6 April 1959
To: Dan Campbell
From: Linus Pauling
Subject: Experimental work proposed by Professor Campbell
I have been thinking about the work that you suggested in your talk with me today.
It seems to me that your idea is an extremely good one, and that it would be well
worth while to carry out an experimental investigation. Possibly the experiments
could be devised in such a way that some were carried out by the Ford Foundation group,
and others carried out by you, in your laboratory.

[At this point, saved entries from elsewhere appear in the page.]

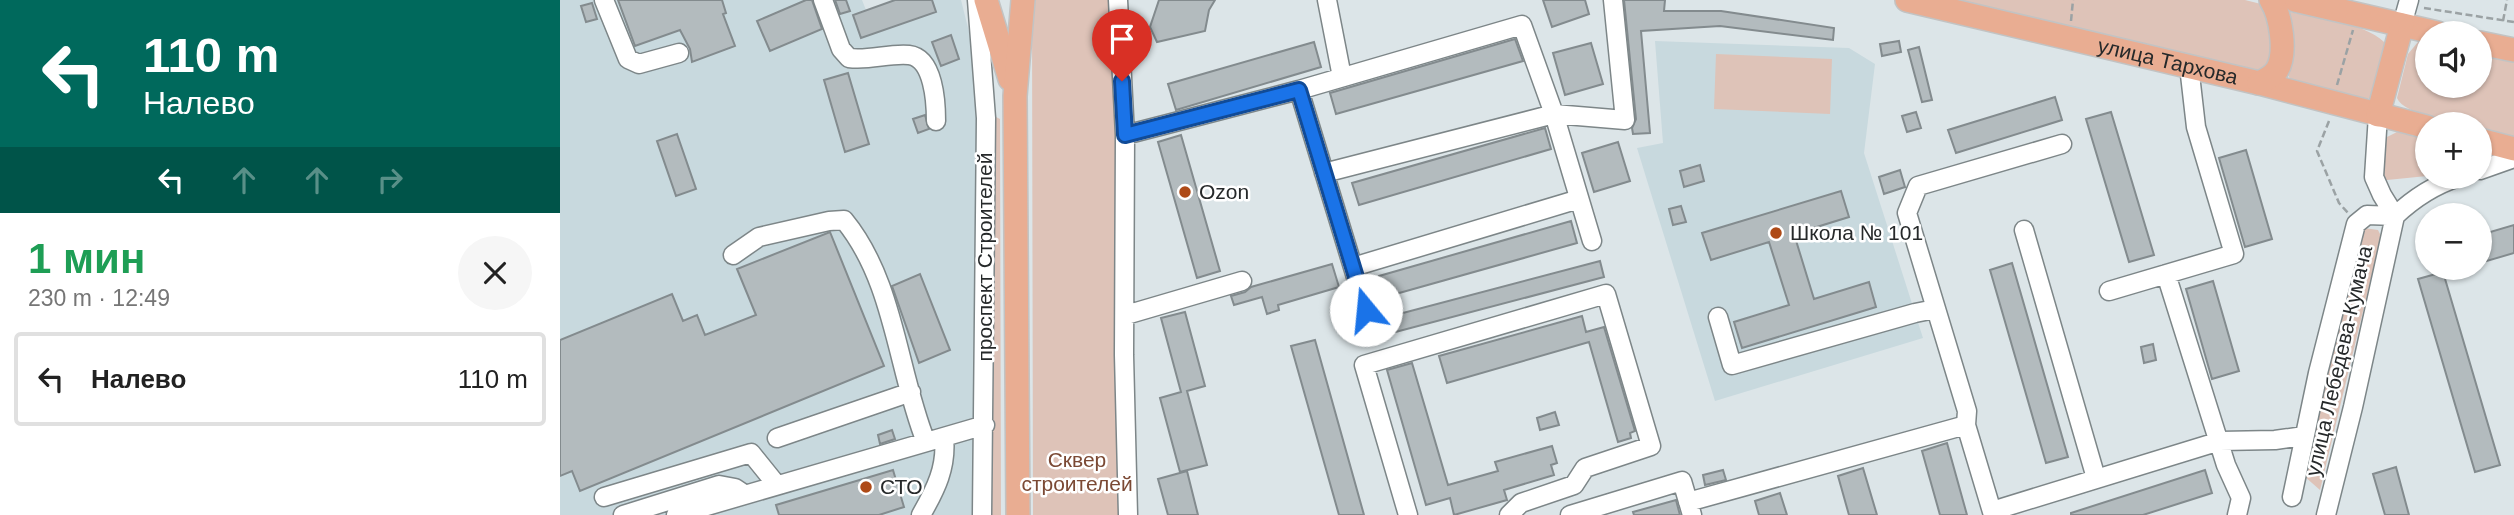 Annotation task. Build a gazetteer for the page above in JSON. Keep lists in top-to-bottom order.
{
  "streets": {
    "main road": ["улица Тархова", "проспект Строителей"],
    "street": ["улица Лебедева-Кумача"]
  },
  "parks": ["Cквер cтроителей"],
  "places": ["Ozon", "Школа № 101", "СТО"],
  "page": {
    "turn": ["110 m", "Налево"],
    "map_buttons": ["+", "−"],
    "heading": ["1 мин", "230 m · 12:49"],
    "list": [
      {
        "name": "Налево",
        "value": "110 m"
      }
    ]
  }
} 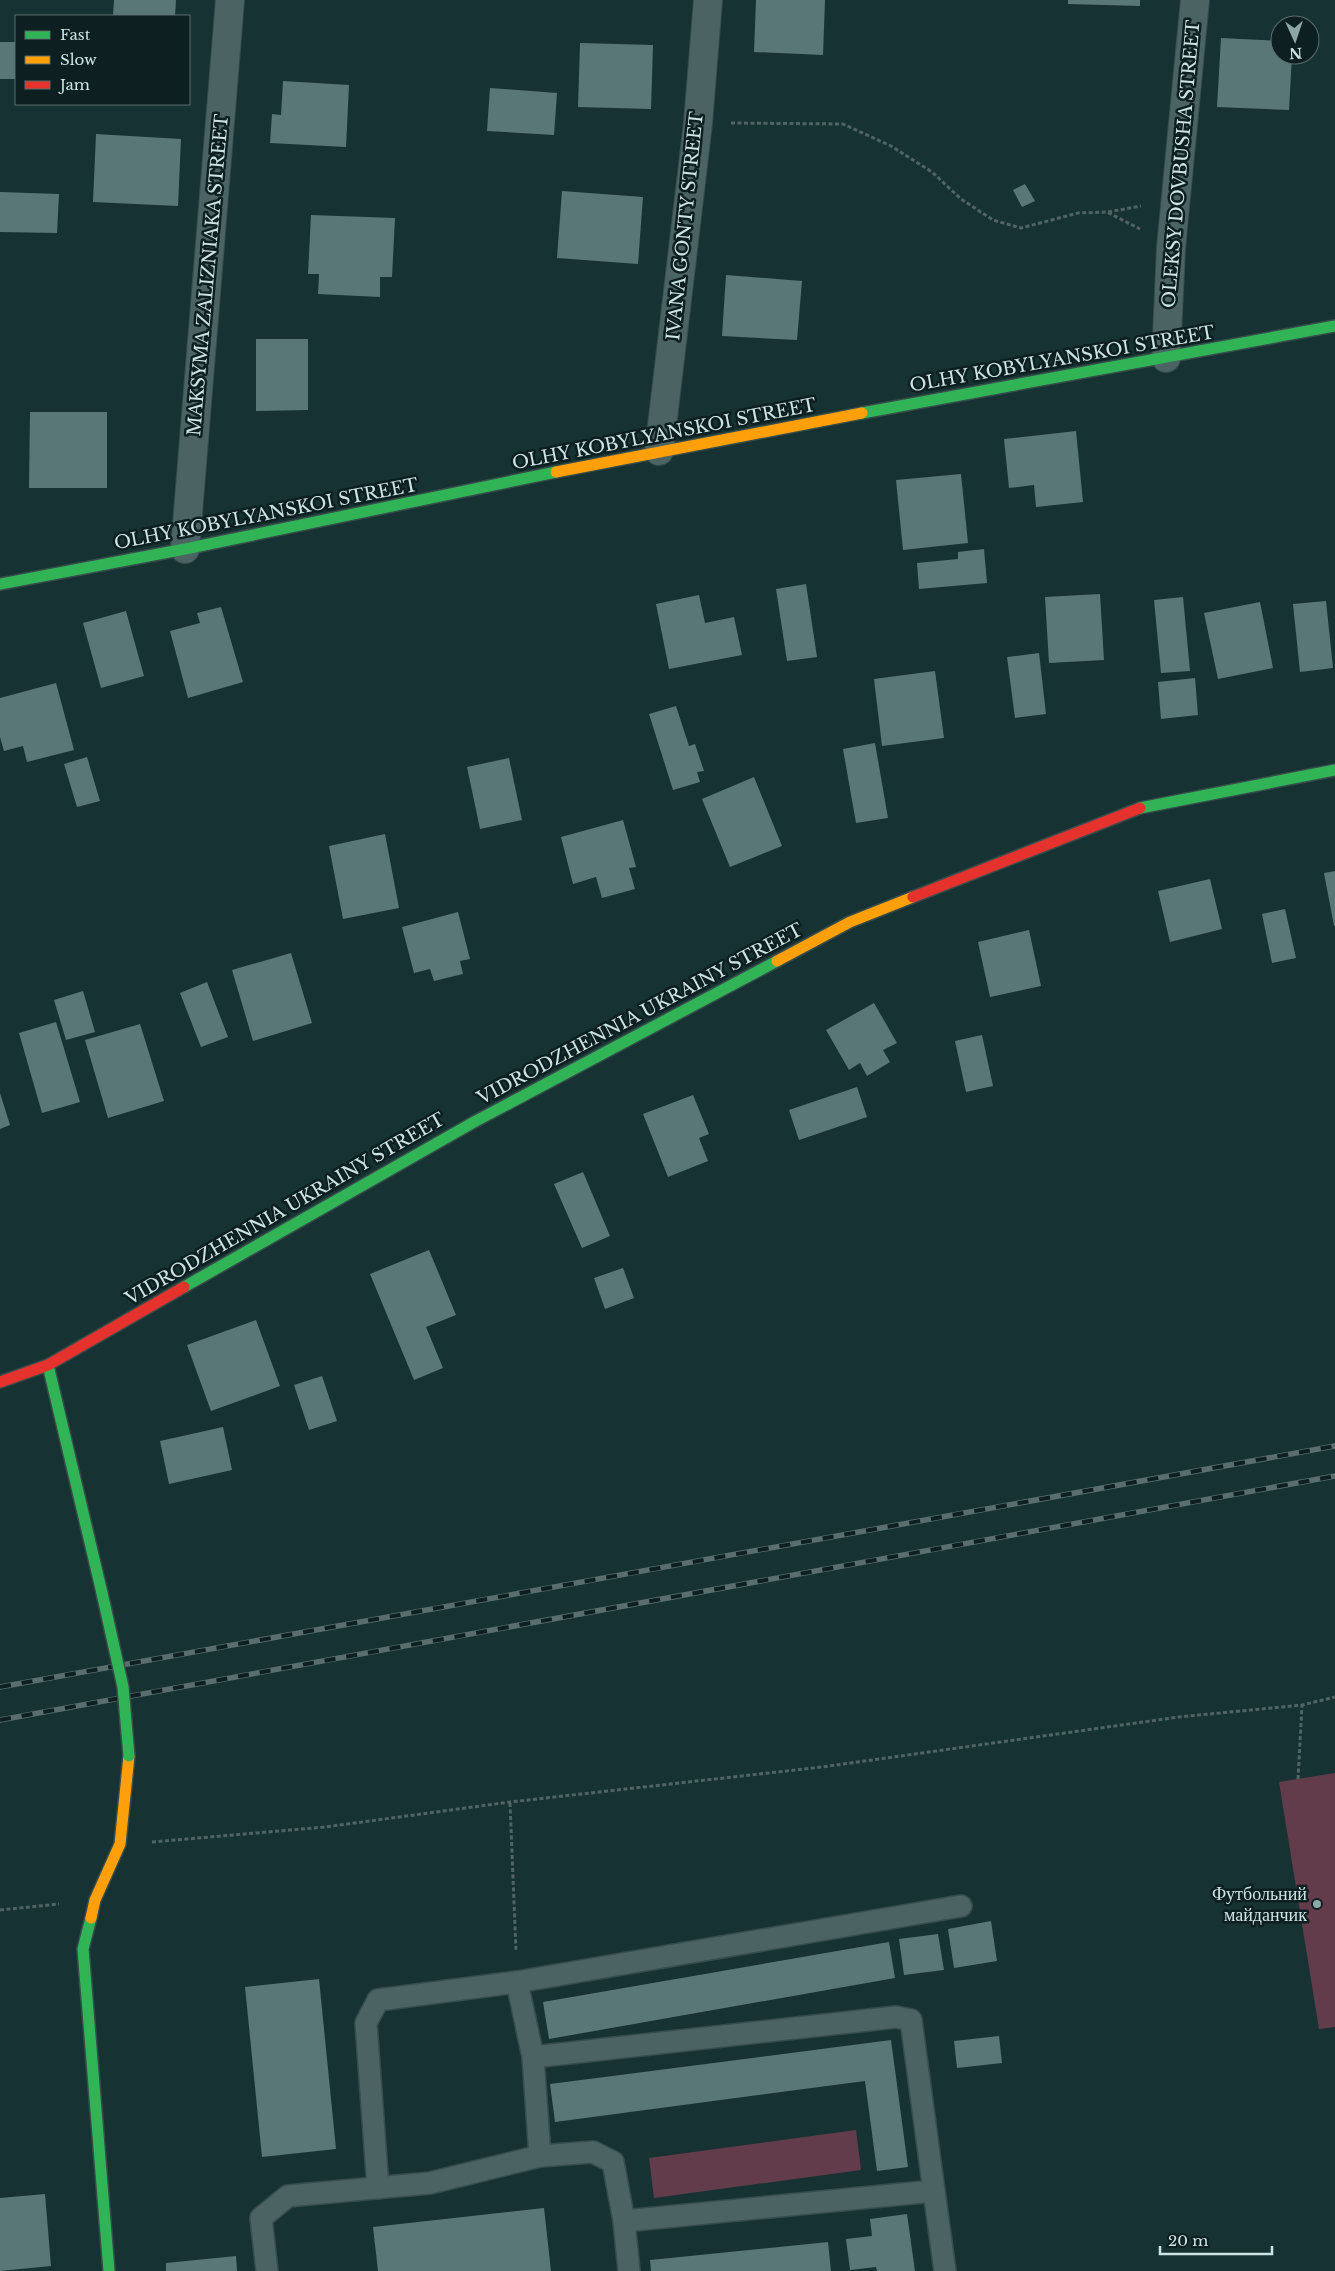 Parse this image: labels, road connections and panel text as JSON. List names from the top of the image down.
{
  "streets": {
    "street": [
      "OLEKSY DOVBUSHA STREET",
      "IVANA GONTY STREET",
      "MAKSYMA ZALIZNIAKA STREET",
      "OLHY KOBYLYANSKOI STREET",
      "VIDRODZHENNIA UKRAINY STREET"
    ]
  },
  "crossings": [
    ["OLEKSY DOVBUSHA STREET", "OLHY KOBYLYANSKOI STREET"],
    ["IVANA GONTY STREET", "OLHY KOBYLYANSKOI STREET"],
    ["MAKSYMA ZALIZNIAKA STREET", "OLHY KOBYLYANSKOI STREET"]
  ],
  "places": ["Футбольний майданчик"],
  "legend": ["Fast", "Slow", "Jam"],
  "scale_bar": "20 m",
  "north": "bottom"
} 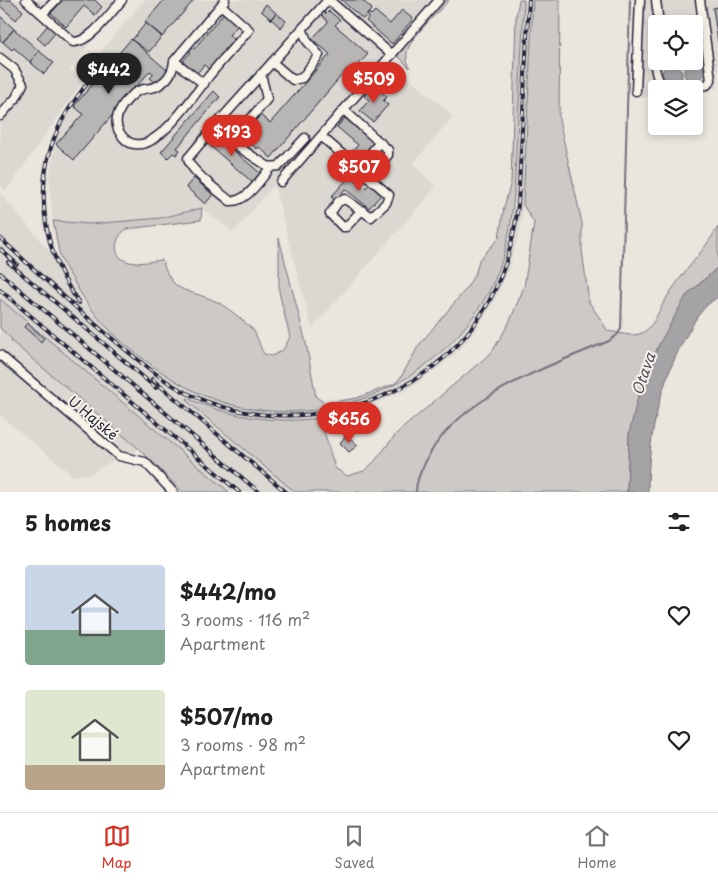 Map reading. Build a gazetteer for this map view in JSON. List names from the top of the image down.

Let me summarize the argument, as you presented it to me. You said that it might
well be that an embryo manufactures proteins that are different from those manufactured
by the adult of the same species, and that in case that some protein from the mother
passed the placental membrane, it could affect the developing embryo in such a way
as to cause an abnormality in the growth of some organ. You also pointed out that
it might not be necessary to assume that the embryo manufactures different proteins
from the adult organism. Development of an organ in the embryo might depend upon
having the various proteins that are being manufactured by the growing embryo present
in certain relative concentrations, such that if the relative concentrations were
seriously disturbed there would be an abnormality in development. The increase in
concentration of one protein that might result from passage of that protein through
the barrier separating the embryo from the mother might then lead to abnormalities
You suggested that it would be worth while to see whether brain protein, for example,
injected into the developing embryo would cause an abnormality in development of the
If I remember correctly, you said that Ebert had shown that the injection of proteins
of an adult frog into the developing frog embryo caused abnormalities in development
of the embryo. I do not know how specific the abnormalities were - that is, whether
the organ affected was the one from which the adult protein had been obtained.
I believe that you said that the frog experiment is the only one of this sort that
had been carried out.
I look forward to talking with you more about this possible field of research.